La Chine absorbe environ 24% de l’ensemble des exportations de GNL qatari. L’Inde, le Pakistan et le Bangladesh en représentent ensemble 28% supplémentaires. Tous disposent d’importantes capacités de production à partir du charbon. Le Japon et la Corée du Sud se tournent également autant que possible vers le charbon, libérant ainsi davantage de cargaisons pour permettre aux Européens de reconstituer leurs stocks.

La production d’électricité européenne moins dépendante du gaz

L’Europe produit aussi aujourd’hui plus d’électricité à partir de l’énergie solaire et éolienne qu’il y a quatre ans, ce qui réduit la consommation de gaz quand il y a du vent et du soleil. La production nucléaire en France avait été limitée en 2022 et 2023 par le problème dit de corrosion sous contrainte. Il avait contraint à mettre à l’arrêt des dizaines de réacteurs pour maintenance mais a été surmonté et n’est plus qu’un souvenir. Enfin, les capacités de production hydroélectriques sont plus importantes qu’il y a quatre ans quand une sécheresse avait frappée l’Europe.
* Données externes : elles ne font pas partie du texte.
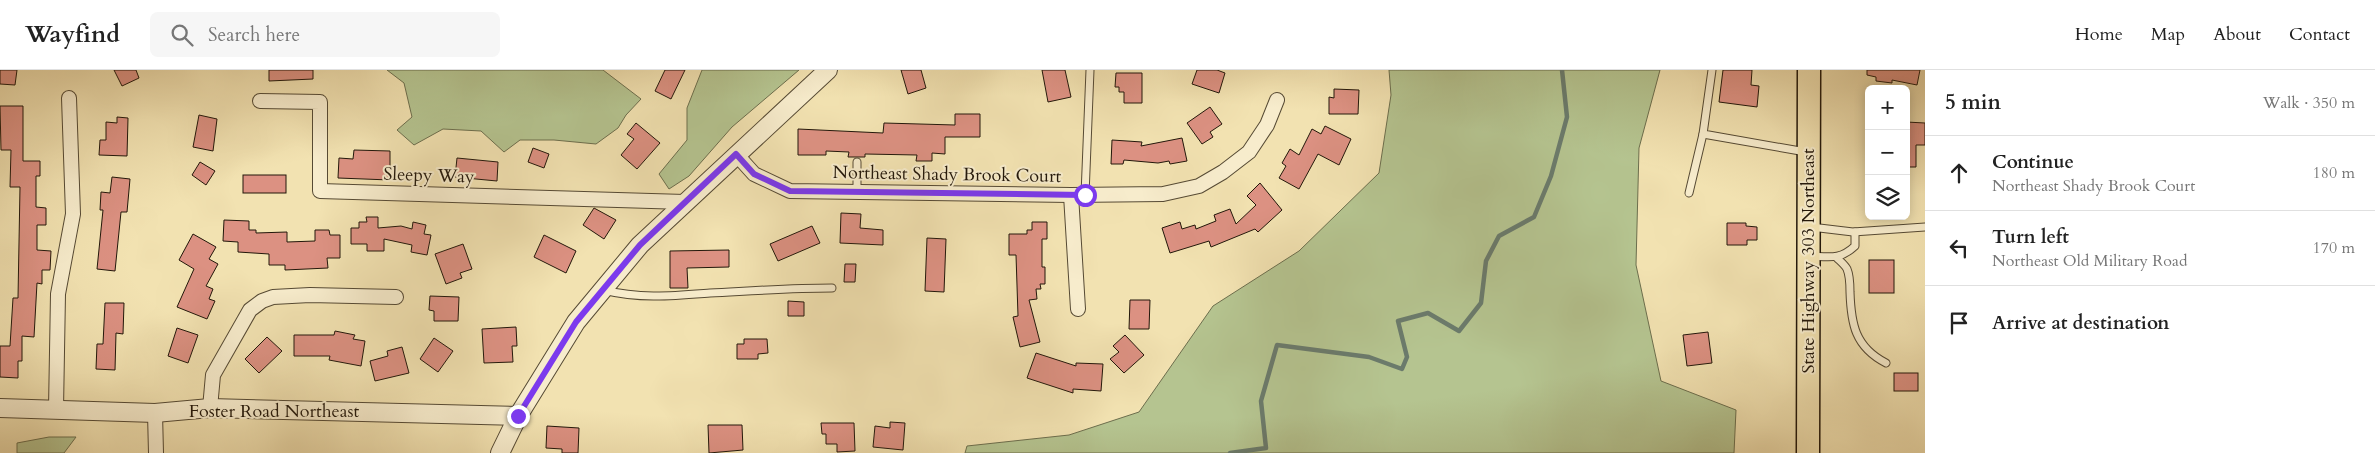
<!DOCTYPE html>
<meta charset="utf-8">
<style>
:root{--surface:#fff;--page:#f6f6f6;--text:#222;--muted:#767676;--line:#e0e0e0}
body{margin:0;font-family:Cardo,serif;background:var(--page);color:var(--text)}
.controls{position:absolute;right:15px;top:15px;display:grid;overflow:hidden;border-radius:8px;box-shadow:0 2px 12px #0003}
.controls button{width:45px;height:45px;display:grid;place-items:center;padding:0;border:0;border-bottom:1px solid var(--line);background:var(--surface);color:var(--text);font:25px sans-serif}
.stop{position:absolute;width:15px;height:15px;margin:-11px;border:4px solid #7c3aed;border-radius:50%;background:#fff}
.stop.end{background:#7c3aed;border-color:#fff;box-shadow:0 1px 5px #0008}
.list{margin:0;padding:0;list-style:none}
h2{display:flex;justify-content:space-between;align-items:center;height:65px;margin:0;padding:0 20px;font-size:21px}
h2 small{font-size:16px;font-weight:400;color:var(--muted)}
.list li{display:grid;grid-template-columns:32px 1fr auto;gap:15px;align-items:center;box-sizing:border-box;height:75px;padding:0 20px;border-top:1px solid var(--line)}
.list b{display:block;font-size:19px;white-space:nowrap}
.list p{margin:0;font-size:16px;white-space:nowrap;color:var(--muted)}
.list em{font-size:16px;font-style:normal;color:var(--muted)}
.icon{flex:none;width:28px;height:28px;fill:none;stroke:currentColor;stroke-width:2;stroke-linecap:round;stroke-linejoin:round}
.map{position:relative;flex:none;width:1925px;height:383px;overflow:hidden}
header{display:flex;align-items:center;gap:30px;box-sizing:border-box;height:70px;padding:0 25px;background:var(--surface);border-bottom:1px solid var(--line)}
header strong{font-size:24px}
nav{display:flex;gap:28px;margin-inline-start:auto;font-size:18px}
.search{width:350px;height:45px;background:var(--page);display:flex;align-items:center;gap:12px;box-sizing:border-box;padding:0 18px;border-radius:8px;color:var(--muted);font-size:19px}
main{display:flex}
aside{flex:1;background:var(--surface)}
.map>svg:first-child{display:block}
.green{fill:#b5c490;stroke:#6c6e4d}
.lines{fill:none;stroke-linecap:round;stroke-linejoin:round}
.stream{stroke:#6b7b6c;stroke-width:4.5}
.building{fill:#dc9182;stroke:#22170a}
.service-casing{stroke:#564a34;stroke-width:9}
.minor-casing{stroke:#564a34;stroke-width:16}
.tertiary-casing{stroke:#564a34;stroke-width:20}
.primary-casing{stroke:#22170a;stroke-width:25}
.service{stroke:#f7eccc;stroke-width:7}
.minor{stroke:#f7eccc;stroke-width:14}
.tertiary{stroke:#f7eccc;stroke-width:18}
.primary{stroke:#f2e2b1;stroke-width:22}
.route{stroke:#7c3aed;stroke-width:6}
.labels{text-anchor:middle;stroke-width:4;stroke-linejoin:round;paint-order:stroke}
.street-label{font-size:18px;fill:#22170a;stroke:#f7eccc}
</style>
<header>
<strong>Wayfind</strong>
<div class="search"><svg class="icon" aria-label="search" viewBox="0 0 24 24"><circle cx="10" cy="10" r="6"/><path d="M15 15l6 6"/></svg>Search here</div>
<nav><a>Home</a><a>Map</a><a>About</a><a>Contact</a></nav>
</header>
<main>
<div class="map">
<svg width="1925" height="383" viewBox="0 0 1925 383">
<rect width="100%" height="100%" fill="#f2e2b1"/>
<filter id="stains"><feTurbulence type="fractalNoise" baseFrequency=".004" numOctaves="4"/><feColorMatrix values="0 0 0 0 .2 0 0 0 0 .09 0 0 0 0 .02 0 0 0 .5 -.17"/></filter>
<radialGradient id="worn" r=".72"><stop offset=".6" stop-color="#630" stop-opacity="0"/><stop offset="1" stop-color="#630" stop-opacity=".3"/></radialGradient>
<g class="green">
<path d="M387,0H603L641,29L626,45L618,58L596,74L554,70H520L504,82L481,61L443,59L414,75L397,60L412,47L404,13Z"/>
<path d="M702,0H799L732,57L689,106L669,119L659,104L687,70V38Z"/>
<path d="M1389,0H1660L1639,78L1636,195L1661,311L1736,340L1734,383H965L967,376L1069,365L1139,342L1213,236L1299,181L1379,103L1391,25Z"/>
<path d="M49,367H76L64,383H17V373Z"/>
</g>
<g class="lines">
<path class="stream" d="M1230,383L1266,378L1261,331L1277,275L1369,287L1402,299L1407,287L1398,251L1428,243L1459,261L1481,233L1486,191L1499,166L1534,147L1551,106L1567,47L1562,0"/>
</g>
<g class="building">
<path d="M0,0H17L15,15L0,14Z"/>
<path d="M114,0H136L139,8L122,16Z"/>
<path d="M269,0H313V9L269,11Z"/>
<path d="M665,0H685L671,29L655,21Z"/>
<path d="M901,0H921L926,18L908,24Z"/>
<path d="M1042,0H1065L1071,27L1048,32Z"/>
<path d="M1197,0H1217L1225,3L1219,23L1192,14Z"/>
<path d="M1723,0H1752L1751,15L1759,16L1757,37L1719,32Z"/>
<path d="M1867,0H1920L1917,15L1892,10V13L1876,11V7L1867,5Z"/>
<path d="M1116,3H1142V33H1124V22H1119V17H1115Z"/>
<path d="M1334,19L1359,20L1358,44H1329V27L1334,28Z"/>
<path d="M0,36H23V91H40V106H36V137L46,138V155H37V180L51,181L50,200H42V214L37,213L34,267L22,266V291H18V308L0,307V276H10L13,228H18L20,117H10L11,80H1Z"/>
<path d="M1210,37L1222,54L1210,62L1213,67L1202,74L1187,53Z"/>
<path d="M955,44H980V67H945V84L932,83V91H916L917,85L865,84V87H848L849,82L826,81V85H798V59L883,63L884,53L955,55Z"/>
<path d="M199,45L217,49L213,81L193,77Z"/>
<path d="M117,47L128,48L127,86L99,85L100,70H106V52L117,53Z"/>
<path d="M1906,52L1925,53V75H1916V97H1906Z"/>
<path d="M636,53L660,73L637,99L621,85L634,69L627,64Z"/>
<path d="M1325,56L1351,69L1339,95L1318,84L1299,119L1279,108L1286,96L1282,93L1290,79L1299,85L1312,59L1321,64Z"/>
<path d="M1182,68L1187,91L1170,94L1169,91L1158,93L1124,90L1123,94H1111L1112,70L1142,72L1141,76Z"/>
<path d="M533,78L549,84L544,98L528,92Z"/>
<path d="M354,80L390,81V110L338,108L339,88L353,89Z"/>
<path d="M457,88L498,92L497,111L455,107Z"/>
<path d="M200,92L215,101L206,115L192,105Z"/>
<rect x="243" y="105" width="43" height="18"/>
<path d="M112,107L130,109L127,142H121L115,201L97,199L103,140H100L101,122L110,123Z"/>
<path d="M1260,113L1282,140L1258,162L1255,159L1211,177L1209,171L1170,183L1162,158L1180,152L1182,159L1195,155L1196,159L1216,151L1214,145L1230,139L1236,154L1256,135L1247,126Z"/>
<path d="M594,138L616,150L604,169L583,155Z"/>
<path d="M841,143L861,144L860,158L883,160V175L840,173Z"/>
<path d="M366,147H378V158L401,156L412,159L413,152L426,155L424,164L431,165L427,185L411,182L412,175L384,169V181H367V174H351V158H359V152H367Z"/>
<path d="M224,150L249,151V160H256V163L287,162V172L315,171V160H329L330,165H340V188H327L328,198L285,200V195H269V184L238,182V172L223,171Z"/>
<path d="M1032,152H1047V169H1042V197H1045V214H1040L1041,219H1036L1037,229L1029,230L1040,272L1020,277L1013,247L1018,246L1016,185H1009V164H1027V160H1032Z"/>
<path d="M1727,153H1746V156L1757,157V170H1747V175H1727Z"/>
<path d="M812,156L820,173L778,191L770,174Z"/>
<path d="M193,164L216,177L209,189L218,194L206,216L213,219L209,229L215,231L207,249L177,237L194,199L179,190Z"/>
<path d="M544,165L576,181L566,203L534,187Z"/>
<path d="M927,168L946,169L944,222L925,221Z"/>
<path d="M463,174L472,199L460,203L462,208L446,214L435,184Z"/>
<path d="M729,180V197L687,198L688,218H670V181Z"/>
<rect x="1869" y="190" width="25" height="33"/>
<path d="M845,194H856L855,212H844Z"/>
<path d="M430,226L459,227L458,251H434V241L429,240Z"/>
<path d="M1130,230H1150L1149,259H1129Z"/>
<path d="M788,231L804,232V246H788Z"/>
<path d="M105,233H124L123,264L116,263L115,300L96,299L97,274H103Z"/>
<path d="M516,257L517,276H512L513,292L484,293L482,259Z"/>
<path d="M177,258L198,265L188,293L168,286Z"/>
<path d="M335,261L355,265L353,269L365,271L361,296L329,290L330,286H294V265H334Z"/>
<path d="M1708,262L1712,293L1687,296L1683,265Z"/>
<path d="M1125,265L1144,285L1124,303L1110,289L1119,282L1113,276Z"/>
<path d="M267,267L282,281L259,303L245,289Z"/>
<path d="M434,268L453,281L438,302L420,289Z"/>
<path d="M744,269H767L768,283L758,284V289H737V274H744Z"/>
<path d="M402,277L409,303L375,311L370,291L388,286L387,281Z"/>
<path d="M1036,283L1076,296V293L1103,294L1101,321L1073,319V323L1027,308Z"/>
<rect x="1894" y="303" width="24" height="18"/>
<path d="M890,352L905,353L903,380L873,377L875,356L890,358Z"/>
<path d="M821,353H854L855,381L837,382V374H826V364H822Z"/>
<path d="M708,355H742L743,380L709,383Z"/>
<path d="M547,356L579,358L578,383H562V379L546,378Z"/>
</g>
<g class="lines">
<defs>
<g id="service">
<path d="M1712,0L1703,64L1806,82"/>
<path d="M857,122V92"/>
<path d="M1689,123L1703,64"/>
<path d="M1085,125L1090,0"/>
<path d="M1811,157L1853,162L1925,157"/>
<path d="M1811,186C1830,187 1840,190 1855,176V162"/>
<path d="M1837,188C1840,191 1845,195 1847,199C1850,206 1850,215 1850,222C1851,254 1855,277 1886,293"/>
<path d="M603,220C641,229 671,226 710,223C750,221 791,218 832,218"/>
</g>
<g id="minor">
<path d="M260,31L320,32V121L685,132"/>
<path d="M736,84L754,104L790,121L1071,125L1163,124L1199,116L1223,102L1249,82L1267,55L1277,30"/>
<path d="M1071,125L1078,239"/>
<path d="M210,338L213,305L250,240L262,231L273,227L310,225L396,227"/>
<path d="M56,339L58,224L73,144L69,28"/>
<path d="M155,343L156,383"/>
</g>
<g id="tertiary">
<path d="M0,338L155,343L210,338L518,346"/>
<path d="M500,383L518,346L576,252L640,175L828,0"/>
</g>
<path id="primary" d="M1808,383L1809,0"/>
</defs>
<use href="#service" class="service-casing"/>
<use href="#minor" class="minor-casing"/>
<use href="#tertiary" class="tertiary-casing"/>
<use href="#primary" class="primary-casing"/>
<use href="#service" class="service"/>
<use href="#minor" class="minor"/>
<use href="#tertiary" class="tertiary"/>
<use href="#primary" class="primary"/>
</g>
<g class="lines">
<path class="route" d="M518,346L576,252L640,175L736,84L754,104L790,121L1085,125"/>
</g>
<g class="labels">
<g class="street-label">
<text transform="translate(947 104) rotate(1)" y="6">Northeast Shady Brook Court</text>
<text transform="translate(429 105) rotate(2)" y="6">Sleepy Way</text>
<text transform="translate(1808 191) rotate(-90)" y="6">State Highway 303 Northeast</text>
<text x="274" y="347">Foster Road Northeast</text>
</g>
</g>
<rect width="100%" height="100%" filter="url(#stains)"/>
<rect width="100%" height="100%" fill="url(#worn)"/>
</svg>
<div class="controls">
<button>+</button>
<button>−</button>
<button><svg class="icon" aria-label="layers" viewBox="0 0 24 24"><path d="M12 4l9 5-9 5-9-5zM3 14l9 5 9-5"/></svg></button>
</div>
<div class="stop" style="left:1085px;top:125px"></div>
<div class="stop end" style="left:518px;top:346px"></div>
</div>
<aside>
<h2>5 min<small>Walk · 350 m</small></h2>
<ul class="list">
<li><svg class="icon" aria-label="ahead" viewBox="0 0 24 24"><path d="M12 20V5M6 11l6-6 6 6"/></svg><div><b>Continue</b><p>Northeast Shady Brook Court</p></div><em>180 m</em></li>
<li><svg class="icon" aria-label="left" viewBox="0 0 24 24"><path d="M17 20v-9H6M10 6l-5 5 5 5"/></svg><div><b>Turn left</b><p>Northeast Old Military Road</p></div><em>170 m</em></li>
<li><svg class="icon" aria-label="arrive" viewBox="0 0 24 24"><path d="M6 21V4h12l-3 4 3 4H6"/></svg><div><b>Arrive at destination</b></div></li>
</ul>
</aside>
</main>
Si l’on rassemble tous ces éléments et à moins d’une reprise de la guerre en Iran, le pic des prix du gaz en Europe est sans doute déjà derrière nous. En mars dernier, les cours avaient brièvement atteint près de 75 euros par mégawattheure et les banques de Wall Street annonçaient que franchir le seuil des 100 euros par MWh était imminent. Il n’en a rien été. Les prix de référence du gaz ont oscillé depuis entre 50 et 40 euros le MWh.